Why did it last more than 6 hours? Facebook, Instagram cause of full down
Crying bee.
A whistleblower complaint by a former product manager on Facebook's misinformation team aired last Sunday on US news show 60 Minutes. With the shocking content, the Facebook stock went down, and this time it went down to the Facebook site. It has become an abnormal situation that "disappears" from the internet all over the world for more than 6 hours, including its affiliated services.
What caused the massive failure? Let's take a quick look back.
It started out of the blue
It was around 8:40AM PST on Monday when the system started to crash.
The main target is Facebook, Instagram, WhatsApp, Messenger, Oculus, and Workplace, but even those who log in with Facebook and use "Pokémon GO" etc. are also showing access errors, and they all re-access. The entire network slowed down, and complaints flooded in that they couldn't connect to Verizon, T-Mobile, and AT&T, the three largest mobile carriers in the United States.
It's a funny situation when it goes down to the failure status confirmation site "http://isitdownrightnow.com (is it down or not?)".
From all over the world, the media started making a fuss with ``I can't connect! The current status site was also down, so I had no choice but to announce it on Twitter), and a long, long day started.
Even if I try to recover, I can't enter the Facebook office!
Even though we declared an early recovery, the failure was not limited to outside the company, but Facebook's internal system also went down. Internal Tools, Workchat, Workplace, and Workplace Rooms are no longer available, and communication between employees suddenly switches to SMS and Outlook email.

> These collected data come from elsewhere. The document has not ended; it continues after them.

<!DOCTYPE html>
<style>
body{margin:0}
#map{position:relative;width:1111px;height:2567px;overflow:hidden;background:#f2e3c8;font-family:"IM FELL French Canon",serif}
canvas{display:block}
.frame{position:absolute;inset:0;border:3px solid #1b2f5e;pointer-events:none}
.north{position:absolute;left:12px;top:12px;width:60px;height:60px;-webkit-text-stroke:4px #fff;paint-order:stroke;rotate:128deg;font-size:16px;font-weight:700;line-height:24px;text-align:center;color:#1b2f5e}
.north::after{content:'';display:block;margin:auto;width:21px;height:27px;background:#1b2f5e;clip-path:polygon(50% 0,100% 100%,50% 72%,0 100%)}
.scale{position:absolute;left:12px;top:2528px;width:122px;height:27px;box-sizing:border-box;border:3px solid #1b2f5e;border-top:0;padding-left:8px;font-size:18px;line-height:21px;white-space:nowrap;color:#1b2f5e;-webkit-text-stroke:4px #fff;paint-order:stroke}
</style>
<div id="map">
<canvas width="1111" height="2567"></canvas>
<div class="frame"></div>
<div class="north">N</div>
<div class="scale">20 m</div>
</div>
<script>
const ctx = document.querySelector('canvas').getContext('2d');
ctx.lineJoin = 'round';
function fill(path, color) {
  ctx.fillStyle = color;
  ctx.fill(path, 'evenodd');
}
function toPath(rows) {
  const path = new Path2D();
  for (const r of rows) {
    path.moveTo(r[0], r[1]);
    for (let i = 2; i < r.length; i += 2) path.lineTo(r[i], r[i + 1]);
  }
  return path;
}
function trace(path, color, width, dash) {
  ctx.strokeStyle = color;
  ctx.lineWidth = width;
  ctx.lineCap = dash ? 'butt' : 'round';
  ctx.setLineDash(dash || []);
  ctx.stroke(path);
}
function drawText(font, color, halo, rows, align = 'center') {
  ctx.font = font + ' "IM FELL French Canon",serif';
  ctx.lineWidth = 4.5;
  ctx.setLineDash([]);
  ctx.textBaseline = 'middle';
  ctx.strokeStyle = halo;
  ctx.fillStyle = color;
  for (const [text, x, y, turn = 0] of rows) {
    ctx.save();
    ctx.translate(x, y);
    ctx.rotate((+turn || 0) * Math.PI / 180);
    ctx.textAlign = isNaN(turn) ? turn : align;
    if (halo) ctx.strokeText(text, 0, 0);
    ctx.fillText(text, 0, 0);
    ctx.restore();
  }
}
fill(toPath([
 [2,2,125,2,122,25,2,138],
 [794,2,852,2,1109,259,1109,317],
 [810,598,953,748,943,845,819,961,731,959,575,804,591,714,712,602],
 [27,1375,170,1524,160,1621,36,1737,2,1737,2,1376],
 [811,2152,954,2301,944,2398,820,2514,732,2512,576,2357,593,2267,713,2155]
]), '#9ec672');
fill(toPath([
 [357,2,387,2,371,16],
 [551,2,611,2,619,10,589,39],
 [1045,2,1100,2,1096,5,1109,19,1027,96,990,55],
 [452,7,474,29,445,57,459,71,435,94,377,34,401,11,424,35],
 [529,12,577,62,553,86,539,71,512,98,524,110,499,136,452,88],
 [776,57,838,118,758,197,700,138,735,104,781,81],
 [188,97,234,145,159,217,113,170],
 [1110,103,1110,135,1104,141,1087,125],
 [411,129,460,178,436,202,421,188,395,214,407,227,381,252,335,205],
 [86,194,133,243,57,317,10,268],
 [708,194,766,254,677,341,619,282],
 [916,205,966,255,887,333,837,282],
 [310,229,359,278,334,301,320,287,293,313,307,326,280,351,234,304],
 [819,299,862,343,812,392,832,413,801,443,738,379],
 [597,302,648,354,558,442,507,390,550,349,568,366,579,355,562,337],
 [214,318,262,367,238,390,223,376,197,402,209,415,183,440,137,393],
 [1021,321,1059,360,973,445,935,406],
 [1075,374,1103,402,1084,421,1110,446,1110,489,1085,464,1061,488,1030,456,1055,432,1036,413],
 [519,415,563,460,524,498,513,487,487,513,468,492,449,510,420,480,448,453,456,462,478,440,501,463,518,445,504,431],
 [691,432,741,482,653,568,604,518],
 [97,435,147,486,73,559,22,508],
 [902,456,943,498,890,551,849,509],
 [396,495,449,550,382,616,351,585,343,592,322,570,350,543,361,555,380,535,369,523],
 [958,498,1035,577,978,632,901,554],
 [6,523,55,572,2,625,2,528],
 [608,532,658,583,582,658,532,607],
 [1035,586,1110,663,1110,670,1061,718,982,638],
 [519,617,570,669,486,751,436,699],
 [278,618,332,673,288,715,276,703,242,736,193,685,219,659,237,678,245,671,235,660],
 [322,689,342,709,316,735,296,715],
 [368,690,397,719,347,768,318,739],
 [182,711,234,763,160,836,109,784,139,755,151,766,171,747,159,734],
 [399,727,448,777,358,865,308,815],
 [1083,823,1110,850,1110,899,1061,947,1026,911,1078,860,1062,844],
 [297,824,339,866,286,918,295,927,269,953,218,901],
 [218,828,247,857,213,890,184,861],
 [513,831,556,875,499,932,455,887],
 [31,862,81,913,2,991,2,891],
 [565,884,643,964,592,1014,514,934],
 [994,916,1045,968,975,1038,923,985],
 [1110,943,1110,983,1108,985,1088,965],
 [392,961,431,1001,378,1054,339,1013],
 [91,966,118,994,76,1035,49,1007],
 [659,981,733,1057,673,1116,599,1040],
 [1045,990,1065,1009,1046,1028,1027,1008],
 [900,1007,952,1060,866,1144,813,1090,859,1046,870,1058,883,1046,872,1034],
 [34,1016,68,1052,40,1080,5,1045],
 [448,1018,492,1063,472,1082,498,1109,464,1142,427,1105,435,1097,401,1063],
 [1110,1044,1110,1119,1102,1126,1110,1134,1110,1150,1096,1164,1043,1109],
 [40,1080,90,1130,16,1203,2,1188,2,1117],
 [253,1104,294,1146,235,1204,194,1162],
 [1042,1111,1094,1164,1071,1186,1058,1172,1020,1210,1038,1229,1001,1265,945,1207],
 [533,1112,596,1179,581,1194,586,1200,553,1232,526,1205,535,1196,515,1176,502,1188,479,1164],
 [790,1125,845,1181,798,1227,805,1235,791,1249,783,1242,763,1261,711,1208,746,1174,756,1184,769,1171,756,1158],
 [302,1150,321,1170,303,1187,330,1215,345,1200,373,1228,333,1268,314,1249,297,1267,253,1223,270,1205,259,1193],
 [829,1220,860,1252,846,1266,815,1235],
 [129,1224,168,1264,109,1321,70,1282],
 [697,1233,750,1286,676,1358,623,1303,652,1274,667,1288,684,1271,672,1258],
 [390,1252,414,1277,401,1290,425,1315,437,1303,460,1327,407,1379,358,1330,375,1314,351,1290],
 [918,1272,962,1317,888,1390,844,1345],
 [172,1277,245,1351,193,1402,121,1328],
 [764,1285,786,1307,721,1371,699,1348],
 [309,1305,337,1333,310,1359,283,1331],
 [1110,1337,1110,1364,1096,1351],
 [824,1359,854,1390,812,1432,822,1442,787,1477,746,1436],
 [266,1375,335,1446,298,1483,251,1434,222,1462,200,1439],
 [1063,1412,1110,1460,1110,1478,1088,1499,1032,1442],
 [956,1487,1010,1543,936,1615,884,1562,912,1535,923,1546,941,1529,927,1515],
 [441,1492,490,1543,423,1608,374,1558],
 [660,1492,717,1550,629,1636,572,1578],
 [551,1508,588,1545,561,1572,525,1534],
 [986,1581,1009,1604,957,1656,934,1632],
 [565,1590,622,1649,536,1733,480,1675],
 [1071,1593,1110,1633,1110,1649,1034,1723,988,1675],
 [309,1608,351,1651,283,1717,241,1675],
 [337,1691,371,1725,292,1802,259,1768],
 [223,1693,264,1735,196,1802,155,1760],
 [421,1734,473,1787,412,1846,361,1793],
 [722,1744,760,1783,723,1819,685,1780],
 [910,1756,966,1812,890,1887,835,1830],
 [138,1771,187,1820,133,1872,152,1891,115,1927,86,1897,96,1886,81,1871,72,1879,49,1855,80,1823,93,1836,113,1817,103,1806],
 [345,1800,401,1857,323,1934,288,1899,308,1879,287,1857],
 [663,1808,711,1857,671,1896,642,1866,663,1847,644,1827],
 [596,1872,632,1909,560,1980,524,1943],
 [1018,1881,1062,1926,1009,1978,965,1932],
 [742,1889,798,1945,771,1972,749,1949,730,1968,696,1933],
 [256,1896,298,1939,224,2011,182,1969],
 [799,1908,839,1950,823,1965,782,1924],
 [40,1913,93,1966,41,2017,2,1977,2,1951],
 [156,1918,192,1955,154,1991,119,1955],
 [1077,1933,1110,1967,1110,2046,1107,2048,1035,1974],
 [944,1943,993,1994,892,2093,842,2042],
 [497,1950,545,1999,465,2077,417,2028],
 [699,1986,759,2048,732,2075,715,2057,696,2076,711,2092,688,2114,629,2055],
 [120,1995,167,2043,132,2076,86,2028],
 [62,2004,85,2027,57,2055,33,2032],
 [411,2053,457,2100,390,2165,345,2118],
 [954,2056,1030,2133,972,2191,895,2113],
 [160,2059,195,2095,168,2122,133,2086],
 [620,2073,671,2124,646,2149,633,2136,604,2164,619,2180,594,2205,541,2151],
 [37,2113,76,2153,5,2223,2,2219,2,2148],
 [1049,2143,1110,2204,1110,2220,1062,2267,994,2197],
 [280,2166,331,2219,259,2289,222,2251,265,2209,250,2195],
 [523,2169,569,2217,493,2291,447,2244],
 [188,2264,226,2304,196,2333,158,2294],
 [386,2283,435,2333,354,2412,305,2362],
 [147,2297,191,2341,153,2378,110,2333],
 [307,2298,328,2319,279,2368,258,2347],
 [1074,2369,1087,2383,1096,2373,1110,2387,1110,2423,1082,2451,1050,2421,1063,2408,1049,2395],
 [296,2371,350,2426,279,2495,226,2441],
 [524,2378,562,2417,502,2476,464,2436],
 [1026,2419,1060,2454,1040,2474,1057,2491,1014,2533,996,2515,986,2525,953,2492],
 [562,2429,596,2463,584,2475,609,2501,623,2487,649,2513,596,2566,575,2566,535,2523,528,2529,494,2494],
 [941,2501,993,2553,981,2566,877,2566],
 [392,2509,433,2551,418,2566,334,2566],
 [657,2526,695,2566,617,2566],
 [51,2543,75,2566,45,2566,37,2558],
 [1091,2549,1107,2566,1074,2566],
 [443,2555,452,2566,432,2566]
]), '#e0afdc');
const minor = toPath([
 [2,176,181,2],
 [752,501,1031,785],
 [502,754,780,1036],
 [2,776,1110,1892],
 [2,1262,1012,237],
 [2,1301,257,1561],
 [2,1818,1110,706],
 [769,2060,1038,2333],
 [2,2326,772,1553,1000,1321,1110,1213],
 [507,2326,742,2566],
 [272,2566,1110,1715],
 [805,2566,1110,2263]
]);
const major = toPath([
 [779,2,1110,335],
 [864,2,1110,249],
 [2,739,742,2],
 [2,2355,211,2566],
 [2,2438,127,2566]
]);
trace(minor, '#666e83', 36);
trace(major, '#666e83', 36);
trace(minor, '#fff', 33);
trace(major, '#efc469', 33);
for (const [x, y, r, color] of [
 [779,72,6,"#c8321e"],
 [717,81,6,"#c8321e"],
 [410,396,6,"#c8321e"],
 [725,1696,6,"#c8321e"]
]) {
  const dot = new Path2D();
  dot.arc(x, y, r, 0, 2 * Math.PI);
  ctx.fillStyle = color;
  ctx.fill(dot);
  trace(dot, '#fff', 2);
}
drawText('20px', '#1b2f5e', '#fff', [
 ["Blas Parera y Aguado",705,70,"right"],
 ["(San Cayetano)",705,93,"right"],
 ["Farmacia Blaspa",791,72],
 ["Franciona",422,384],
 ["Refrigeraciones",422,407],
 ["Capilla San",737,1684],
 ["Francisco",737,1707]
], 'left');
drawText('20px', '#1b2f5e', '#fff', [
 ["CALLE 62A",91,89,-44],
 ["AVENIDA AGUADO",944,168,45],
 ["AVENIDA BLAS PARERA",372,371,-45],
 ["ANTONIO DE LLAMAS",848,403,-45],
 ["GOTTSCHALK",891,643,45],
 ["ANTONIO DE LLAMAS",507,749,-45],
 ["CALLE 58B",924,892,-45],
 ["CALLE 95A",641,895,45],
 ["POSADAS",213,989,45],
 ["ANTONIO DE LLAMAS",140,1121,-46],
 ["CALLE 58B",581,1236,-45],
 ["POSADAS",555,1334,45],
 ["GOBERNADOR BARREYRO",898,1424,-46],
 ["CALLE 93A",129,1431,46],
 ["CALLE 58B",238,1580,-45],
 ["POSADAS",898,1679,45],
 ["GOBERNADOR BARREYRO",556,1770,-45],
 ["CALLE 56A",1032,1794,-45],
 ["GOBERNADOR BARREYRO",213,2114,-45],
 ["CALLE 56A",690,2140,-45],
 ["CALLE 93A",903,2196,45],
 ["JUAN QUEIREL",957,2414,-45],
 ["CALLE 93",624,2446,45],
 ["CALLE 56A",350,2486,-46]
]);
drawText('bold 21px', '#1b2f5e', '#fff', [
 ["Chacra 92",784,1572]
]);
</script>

The employee who rushed to the headquarters to investigate the cause was in a situation where the door would not open even if he held up his employee ID card.
In the end, we sent a small team to a data center in Santa Clara near our headquarters to manually reset the server.
Why did it take so long?
Security journalist Bryan Krebb spoke to a trusted source of the recovery, saying, "We discovered that the outage was caused by a mistake in a BGP (Border Gateway Protocol) periodic update, but we were able to remotely "People who could fix it were blocked by the patch. People in the field who had physical access didn't have access to the network. Neither of them could do anything to restore it." An absurd dilemma just like the novel "Catch22".
In the end, a man with an angle grinder (a tool that grinds and cuts metal with a high-speed rotating disk) was brought in to gain access to the server cage. One angle grinder per company. CTOs around the world may be running to buy these days.